====== Exercise data

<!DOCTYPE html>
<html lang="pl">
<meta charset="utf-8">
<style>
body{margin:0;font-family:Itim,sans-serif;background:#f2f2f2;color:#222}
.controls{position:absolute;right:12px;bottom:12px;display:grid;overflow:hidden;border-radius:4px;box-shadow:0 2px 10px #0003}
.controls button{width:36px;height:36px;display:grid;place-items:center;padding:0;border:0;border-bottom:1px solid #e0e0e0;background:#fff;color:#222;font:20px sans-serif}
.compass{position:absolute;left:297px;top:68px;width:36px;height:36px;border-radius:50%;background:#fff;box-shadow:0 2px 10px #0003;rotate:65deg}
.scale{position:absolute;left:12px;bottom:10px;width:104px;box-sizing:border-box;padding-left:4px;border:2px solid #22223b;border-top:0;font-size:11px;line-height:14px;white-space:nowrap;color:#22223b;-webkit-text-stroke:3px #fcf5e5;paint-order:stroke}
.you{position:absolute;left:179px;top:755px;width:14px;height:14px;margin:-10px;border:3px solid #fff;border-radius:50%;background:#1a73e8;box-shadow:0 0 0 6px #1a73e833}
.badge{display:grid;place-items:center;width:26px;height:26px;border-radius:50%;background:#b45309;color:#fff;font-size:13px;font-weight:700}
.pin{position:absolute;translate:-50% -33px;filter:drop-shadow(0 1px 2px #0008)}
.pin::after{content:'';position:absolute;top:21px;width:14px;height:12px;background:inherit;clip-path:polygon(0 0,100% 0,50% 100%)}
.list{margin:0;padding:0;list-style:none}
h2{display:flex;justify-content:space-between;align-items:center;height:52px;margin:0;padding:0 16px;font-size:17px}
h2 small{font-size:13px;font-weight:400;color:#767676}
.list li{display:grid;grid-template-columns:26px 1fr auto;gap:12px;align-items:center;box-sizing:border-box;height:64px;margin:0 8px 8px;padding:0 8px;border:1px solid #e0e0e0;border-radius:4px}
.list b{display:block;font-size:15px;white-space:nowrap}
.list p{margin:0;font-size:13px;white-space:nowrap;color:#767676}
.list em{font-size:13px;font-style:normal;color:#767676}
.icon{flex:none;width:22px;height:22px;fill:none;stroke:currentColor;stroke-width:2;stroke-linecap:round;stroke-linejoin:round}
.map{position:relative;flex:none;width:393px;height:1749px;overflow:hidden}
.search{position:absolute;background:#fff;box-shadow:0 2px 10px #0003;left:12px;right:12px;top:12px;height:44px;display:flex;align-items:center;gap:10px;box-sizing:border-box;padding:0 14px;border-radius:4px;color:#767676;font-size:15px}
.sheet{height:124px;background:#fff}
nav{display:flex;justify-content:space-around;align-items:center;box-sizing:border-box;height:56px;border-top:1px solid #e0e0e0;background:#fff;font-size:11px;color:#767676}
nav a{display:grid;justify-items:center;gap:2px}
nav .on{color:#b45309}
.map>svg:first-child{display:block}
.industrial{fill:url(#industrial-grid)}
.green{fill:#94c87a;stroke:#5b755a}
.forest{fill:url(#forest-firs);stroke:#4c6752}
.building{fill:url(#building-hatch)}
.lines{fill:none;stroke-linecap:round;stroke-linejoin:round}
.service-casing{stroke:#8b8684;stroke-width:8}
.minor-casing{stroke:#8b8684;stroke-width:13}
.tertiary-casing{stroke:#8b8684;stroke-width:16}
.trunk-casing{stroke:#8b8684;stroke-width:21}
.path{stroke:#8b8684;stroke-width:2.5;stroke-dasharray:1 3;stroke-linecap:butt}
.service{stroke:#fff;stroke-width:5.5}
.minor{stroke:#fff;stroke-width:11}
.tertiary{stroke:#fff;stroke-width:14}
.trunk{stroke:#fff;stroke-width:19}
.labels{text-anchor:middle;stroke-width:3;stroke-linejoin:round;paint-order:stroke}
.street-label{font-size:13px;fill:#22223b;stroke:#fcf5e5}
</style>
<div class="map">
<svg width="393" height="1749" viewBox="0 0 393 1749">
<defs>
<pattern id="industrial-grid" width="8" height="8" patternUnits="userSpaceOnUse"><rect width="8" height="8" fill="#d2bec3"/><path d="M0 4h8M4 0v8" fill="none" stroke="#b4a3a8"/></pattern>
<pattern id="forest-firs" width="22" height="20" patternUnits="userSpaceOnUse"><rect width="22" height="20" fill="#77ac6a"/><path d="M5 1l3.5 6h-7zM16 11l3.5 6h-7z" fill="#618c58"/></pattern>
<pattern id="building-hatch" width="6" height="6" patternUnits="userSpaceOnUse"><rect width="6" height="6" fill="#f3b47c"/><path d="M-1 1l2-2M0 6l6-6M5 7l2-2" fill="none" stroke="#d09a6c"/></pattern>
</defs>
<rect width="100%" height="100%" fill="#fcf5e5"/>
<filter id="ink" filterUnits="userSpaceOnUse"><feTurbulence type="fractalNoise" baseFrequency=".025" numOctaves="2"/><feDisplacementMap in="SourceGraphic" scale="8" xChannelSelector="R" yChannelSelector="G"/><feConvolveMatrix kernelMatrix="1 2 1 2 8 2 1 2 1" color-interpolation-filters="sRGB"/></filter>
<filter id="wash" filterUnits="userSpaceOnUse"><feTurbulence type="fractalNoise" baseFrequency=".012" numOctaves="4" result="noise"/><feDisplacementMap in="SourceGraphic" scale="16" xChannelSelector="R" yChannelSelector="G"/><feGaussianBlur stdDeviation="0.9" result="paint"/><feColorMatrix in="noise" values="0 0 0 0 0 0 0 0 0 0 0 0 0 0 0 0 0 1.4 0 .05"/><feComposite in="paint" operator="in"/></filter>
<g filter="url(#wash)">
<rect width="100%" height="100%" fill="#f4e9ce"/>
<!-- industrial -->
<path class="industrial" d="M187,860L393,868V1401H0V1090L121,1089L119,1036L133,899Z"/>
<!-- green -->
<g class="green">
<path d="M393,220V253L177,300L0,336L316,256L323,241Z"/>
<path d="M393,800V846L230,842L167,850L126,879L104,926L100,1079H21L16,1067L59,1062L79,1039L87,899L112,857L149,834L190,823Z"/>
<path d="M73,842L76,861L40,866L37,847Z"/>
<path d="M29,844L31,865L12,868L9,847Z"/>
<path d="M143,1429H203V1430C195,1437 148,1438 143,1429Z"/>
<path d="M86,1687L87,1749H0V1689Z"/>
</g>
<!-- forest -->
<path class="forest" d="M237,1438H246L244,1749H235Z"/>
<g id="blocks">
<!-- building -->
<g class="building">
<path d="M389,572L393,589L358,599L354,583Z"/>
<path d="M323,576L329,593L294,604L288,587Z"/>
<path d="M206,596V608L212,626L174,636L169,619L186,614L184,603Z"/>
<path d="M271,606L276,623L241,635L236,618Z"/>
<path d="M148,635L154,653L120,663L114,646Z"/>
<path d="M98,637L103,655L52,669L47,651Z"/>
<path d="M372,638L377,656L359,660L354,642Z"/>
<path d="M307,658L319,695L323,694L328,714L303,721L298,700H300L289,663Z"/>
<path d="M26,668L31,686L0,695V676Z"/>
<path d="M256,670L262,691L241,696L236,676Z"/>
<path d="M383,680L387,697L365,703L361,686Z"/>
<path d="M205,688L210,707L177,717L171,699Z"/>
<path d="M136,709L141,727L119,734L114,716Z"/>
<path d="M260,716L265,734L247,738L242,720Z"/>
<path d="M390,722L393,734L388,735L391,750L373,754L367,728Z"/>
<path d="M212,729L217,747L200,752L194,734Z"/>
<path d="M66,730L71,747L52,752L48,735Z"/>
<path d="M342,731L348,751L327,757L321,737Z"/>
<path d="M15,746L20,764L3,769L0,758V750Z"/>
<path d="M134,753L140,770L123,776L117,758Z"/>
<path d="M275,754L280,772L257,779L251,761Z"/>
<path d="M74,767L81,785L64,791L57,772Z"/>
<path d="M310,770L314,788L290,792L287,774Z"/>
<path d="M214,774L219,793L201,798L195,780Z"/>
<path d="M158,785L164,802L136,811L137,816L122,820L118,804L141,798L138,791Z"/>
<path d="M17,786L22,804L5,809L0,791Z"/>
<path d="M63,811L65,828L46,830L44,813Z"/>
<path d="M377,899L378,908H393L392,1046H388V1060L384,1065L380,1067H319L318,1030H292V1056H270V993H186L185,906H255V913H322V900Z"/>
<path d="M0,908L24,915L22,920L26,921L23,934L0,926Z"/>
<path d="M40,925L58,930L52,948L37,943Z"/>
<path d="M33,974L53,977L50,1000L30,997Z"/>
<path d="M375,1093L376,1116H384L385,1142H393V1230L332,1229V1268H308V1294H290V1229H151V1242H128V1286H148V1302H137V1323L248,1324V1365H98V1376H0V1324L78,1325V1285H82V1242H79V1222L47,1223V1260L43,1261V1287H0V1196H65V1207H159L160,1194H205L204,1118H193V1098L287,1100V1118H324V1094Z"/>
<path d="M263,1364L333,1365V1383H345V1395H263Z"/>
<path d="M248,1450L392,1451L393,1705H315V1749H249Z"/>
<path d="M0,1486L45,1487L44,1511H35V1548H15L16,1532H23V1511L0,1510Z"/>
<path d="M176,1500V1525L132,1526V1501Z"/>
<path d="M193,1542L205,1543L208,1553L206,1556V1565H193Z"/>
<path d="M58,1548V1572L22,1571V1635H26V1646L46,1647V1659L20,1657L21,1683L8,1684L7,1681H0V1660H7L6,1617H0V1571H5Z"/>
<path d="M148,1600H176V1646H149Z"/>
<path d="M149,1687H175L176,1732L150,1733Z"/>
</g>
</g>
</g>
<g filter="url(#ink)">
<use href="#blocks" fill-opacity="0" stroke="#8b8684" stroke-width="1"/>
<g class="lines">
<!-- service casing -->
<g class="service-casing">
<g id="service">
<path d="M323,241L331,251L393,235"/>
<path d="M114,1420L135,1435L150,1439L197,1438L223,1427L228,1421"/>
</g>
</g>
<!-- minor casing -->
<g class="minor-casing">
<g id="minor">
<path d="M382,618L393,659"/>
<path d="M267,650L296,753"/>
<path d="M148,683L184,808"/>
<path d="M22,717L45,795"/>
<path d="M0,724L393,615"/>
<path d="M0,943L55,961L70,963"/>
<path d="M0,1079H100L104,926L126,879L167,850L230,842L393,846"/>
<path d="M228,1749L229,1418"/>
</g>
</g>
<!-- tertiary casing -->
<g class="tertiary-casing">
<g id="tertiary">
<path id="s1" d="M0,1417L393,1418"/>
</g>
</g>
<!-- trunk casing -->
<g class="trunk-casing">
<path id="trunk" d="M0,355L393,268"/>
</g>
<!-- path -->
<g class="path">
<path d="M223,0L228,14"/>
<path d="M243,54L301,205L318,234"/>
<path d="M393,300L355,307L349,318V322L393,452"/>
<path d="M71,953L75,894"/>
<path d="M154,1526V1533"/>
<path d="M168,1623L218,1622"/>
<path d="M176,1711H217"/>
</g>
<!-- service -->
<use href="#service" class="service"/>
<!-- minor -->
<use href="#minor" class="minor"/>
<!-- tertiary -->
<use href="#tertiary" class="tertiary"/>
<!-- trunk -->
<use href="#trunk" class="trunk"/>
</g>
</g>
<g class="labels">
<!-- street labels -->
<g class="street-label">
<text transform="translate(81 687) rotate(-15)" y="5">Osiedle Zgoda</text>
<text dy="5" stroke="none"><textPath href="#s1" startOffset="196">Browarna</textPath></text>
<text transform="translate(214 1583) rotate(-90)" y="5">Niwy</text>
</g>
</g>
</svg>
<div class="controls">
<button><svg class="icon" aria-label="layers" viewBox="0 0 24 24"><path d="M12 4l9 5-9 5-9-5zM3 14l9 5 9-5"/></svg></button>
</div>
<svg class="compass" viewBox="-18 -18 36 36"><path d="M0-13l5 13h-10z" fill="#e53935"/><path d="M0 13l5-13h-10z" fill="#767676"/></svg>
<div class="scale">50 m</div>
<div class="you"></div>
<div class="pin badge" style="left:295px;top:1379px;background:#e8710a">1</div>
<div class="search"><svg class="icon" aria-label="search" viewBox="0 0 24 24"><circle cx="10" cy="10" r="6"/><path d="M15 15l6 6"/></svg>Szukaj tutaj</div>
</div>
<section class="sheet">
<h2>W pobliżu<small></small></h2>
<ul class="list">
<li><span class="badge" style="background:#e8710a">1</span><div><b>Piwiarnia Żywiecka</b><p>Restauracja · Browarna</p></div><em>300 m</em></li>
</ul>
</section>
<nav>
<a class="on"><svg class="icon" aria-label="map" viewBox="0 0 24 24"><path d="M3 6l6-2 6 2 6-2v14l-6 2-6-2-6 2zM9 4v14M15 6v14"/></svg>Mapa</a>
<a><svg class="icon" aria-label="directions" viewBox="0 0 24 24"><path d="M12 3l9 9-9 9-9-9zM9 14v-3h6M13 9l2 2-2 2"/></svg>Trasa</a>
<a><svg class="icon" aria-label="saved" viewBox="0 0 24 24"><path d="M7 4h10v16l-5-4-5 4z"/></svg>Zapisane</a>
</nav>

============
====== Exercise data

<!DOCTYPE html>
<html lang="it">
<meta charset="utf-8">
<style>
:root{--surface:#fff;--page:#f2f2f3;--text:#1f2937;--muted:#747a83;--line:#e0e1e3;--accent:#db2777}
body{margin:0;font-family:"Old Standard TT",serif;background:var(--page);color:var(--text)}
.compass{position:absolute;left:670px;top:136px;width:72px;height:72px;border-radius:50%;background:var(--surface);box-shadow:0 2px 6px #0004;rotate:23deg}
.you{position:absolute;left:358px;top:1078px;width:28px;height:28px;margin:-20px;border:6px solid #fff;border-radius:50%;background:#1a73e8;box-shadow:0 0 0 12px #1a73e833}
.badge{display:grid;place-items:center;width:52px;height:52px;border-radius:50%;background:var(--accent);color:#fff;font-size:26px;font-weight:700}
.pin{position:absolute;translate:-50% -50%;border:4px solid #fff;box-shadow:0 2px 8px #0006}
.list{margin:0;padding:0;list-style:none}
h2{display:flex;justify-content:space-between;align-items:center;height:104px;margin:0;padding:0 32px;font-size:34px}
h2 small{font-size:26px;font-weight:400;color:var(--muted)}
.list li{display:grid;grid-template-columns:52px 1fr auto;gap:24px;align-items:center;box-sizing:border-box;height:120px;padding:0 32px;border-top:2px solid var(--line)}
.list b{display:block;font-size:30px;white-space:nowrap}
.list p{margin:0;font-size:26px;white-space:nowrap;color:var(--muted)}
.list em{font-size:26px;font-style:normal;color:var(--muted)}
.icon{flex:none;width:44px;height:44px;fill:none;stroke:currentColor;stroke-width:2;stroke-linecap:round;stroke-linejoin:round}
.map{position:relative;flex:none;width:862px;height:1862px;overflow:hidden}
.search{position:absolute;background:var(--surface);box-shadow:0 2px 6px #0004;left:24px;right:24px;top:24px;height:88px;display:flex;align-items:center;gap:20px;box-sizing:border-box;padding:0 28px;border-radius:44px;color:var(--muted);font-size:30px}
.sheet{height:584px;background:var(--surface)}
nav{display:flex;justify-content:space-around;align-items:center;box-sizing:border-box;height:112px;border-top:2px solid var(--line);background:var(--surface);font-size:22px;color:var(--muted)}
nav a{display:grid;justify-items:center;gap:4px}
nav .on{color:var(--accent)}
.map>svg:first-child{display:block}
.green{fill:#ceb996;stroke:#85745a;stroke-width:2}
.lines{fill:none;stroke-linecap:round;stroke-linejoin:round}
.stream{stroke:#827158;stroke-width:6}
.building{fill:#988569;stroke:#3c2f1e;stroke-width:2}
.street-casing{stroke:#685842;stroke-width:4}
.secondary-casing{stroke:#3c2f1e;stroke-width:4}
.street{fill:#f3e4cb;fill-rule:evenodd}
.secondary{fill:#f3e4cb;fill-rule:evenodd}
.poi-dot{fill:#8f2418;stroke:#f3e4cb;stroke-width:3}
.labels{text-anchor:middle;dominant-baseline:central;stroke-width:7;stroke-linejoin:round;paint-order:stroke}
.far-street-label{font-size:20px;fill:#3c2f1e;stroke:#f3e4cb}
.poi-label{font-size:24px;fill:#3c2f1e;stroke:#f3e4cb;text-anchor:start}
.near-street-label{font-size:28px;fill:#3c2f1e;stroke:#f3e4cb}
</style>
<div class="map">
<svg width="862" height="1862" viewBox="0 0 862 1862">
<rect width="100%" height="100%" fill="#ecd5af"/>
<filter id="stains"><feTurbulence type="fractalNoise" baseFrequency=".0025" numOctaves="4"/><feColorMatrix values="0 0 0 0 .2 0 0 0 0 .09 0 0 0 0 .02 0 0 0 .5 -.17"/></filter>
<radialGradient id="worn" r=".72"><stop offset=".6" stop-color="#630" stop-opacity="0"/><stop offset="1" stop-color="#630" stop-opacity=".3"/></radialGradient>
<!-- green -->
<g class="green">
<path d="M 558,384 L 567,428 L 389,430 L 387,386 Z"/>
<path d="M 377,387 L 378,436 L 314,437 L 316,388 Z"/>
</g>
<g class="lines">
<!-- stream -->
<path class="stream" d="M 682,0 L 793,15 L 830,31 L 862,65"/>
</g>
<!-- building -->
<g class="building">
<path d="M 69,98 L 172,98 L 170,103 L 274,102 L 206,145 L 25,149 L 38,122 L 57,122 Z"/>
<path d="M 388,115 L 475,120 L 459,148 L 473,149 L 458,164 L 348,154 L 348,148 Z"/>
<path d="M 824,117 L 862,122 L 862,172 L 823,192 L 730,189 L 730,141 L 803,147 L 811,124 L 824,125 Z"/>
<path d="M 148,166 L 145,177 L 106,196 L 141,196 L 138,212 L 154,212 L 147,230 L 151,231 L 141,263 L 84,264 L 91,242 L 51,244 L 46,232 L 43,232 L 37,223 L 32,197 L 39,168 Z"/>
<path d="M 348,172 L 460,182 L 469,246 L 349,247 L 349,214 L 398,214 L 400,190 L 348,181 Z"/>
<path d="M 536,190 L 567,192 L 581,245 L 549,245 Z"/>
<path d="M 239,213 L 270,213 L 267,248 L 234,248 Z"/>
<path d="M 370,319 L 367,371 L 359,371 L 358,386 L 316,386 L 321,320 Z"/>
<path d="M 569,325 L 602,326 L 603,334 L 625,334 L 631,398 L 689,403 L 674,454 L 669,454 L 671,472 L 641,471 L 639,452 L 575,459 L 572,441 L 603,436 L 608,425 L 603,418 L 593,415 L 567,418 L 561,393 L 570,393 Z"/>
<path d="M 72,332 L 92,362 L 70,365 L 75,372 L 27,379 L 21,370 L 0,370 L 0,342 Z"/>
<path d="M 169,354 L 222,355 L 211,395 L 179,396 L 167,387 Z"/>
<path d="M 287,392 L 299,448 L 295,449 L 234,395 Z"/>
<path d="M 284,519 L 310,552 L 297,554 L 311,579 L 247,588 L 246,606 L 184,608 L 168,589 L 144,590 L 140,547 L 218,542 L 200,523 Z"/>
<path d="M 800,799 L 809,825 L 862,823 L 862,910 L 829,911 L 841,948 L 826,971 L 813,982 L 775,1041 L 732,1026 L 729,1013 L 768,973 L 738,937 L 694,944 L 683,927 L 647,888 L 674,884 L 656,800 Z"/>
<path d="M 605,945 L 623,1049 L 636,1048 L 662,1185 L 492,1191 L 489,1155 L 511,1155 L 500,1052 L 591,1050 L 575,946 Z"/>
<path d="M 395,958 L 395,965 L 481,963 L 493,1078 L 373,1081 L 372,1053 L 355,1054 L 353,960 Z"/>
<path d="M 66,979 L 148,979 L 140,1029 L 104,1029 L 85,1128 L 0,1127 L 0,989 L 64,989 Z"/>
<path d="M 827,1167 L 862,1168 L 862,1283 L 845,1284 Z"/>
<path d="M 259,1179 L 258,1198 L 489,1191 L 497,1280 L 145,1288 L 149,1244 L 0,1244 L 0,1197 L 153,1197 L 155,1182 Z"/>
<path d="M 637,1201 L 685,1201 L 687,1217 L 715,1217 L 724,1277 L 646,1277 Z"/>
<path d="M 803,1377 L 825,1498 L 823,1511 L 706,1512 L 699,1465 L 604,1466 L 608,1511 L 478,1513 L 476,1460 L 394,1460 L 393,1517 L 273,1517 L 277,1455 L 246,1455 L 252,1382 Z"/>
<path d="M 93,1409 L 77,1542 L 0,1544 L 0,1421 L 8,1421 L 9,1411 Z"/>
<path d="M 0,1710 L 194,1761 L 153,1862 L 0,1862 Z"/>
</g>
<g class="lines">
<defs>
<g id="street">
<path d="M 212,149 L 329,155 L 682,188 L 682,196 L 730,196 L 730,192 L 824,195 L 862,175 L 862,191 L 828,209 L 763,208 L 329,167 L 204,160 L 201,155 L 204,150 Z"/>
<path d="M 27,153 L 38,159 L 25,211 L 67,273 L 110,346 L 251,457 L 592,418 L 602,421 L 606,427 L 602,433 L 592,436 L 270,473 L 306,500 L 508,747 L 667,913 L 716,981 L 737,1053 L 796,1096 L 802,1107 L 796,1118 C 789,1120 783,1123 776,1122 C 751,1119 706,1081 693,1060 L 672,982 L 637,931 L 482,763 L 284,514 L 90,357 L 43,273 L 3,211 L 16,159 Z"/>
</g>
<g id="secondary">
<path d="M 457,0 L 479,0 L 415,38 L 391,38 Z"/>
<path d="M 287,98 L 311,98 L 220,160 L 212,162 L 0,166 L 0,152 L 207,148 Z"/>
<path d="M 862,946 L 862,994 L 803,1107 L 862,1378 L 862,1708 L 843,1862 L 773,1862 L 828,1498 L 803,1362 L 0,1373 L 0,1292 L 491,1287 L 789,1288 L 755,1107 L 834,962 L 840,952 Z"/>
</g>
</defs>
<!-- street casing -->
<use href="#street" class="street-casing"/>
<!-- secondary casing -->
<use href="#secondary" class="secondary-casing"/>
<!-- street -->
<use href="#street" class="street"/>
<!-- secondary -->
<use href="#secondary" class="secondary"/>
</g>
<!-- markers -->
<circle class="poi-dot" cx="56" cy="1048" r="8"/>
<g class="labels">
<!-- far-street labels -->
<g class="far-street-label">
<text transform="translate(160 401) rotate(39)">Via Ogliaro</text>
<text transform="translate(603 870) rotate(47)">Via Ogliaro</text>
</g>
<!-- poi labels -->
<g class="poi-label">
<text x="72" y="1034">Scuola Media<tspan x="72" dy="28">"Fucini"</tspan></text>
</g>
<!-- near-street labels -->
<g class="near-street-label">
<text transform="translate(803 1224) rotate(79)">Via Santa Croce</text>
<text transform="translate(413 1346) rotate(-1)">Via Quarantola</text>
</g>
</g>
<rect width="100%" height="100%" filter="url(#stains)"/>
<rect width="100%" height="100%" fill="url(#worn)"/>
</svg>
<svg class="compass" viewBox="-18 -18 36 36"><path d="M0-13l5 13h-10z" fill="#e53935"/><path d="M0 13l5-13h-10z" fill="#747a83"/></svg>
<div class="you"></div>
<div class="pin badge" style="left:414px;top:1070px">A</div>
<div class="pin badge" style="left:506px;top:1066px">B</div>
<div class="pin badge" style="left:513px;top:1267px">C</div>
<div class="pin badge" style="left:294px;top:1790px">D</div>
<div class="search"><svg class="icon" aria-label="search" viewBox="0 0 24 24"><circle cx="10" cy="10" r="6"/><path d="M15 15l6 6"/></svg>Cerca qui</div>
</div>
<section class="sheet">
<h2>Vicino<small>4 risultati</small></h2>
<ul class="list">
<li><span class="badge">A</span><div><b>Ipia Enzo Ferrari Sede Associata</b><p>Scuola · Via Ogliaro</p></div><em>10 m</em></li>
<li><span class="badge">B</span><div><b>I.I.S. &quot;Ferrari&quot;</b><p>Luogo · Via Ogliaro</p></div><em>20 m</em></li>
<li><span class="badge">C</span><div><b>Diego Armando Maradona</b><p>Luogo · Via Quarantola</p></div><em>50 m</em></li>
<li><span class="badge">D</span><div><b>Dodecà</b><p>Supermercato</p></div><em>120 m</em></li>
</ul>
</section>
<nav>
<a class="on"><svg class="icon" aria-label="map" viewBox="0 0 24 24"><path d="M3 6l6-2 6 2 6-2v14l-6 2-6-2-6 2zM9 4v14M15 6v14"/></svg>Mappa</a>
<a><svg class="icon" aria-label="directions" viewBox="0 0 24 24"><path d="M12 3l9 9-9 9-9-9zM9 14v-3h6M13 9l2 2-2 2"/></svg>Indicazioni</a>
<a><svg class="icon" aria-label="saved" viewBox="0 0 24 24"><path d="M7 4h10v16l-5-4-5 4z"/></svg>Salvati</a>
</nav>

============

• _Work required_: Give back, exactly as written, the stretch from the line with "605,945 L 623,1049" through the line with "637,1201 L 685,1201", and no other lines from the records above.

• _Answer below_:
<path d="M 605,945 L 623,1049 L 636,1048 L 662,1185 L 492,1191 L 489,1155 L 511,1155 L 500,1052 L 591,1050 L 575,946 Z"/>
<path d="M 395,958 L 395,965 L 481,963 L 493,1078 L 373,1081 L 372,1053 L 355,1054 L 353,960 Z"/>
<path d="M 66,979 L 148,979 L 140,1029 L 104,1029 L 85,1128 L 0,1127 L 0,989 L 64,989 Z"/>
<path d="M 827,1167 L 862,1168 L 862,1283 L 845,1284 Z"/>
<path d="M 259,1179 L 258,1198 L 489,1191 L 497,1280 L 145,1288 L 149,1244 L 0,1244 L 0,1197 L 153,1197 L 155,1182 Z"/>
<path d="M 637,1201 L 685,1201 L 687,1217 L 715,1217 L 724,1277 L 646,1277 Z"/>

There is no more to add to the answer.